Hesitance, concern as land policy nears

To save native grasslands, forests, and indigenous habitat, new national rules for significant natural areas (SNAs) are in the works. But some have called the process a land grab, and southern councils are now pausing their work. Others say biodiversity continues to be lost to pasture, plantation forestry and urban areas, and the work is desperately overdue.
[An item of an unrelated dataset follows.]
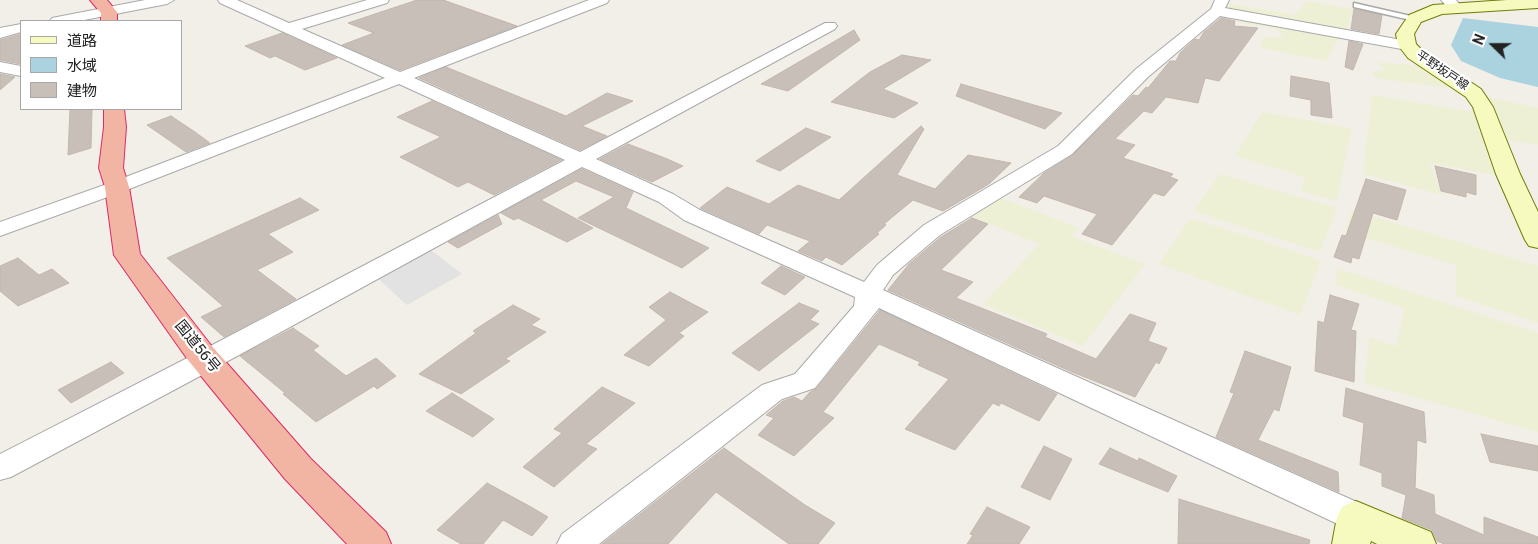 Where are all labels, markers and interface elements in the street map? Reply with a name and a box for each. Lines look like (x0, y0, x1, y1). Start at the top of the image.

Hamish MacLean reports. 

Without identified protected natural areas, farmers and others risk being caught out and facing hefty fines.

But as councils start to map significant natural areas (SNAs) in their districts many accuse them of overstepping their mark.

Federated Farmers environment spokesman Chris Allen said the legal consequences for an Omarama farmer who removed rare native plants from his farm showed the importance of getting the issue of significant natural areas right.

WH McAughtrie Farm Ltd, owned by Dannie McAughtrie, was fined $90,000 in the Dunedin District Court last month after the farmer cleared swathes of sensitive indigenous plants from his property.

He argued in court he honestly thought he was allowed to cultivate the land under existing use rights.

However, he broke Waitaki District Council district plan rules prohibiting clearing more than 5000sqm of indigenous plants.

Council lawyer Shelley Chadwick identified the vegetation he cleared as:

  • nationally critical dryland cress,
  • five other plant species listed as declining,
  • and two nationally vulnerable species.

In sentencing Mr McAughtrie, Judge John Hassan said the offending threatened the community’s confidence in the council upholding its rules.

But it also undermined community confidence in the protections provided under the Resource Management Act (RMA), he said.

Protecting areas of significant indigenous vegetation and significant habitats of indigenous animals has been listed as a matter of national importance under the RMA since 1991.

However, while the RMA says significant areas must be protected, it does not say how.

This lack of standards has led to uncertainty for councils and landowners, the Government says.

In total, only about 60% of councils have SNAs listed in their plans.

The 40% that do not are now at different stages in the process of meeting the requirements of the RMA, it says.

The proposed national policy statement for indigenous biodiversity promises to provide a standardised approach for identifying areas that are truly significant.

Councils will have a window of a few years after the new rules come in for standardised SNAs to be in their plans.

And now in the rush, some councils’ approaches to both identifying areas and letting people know there are SNAs on their property had been problematic, Mr Allen said.

"Some councils have been good at it, and some councils have actually been crap at it.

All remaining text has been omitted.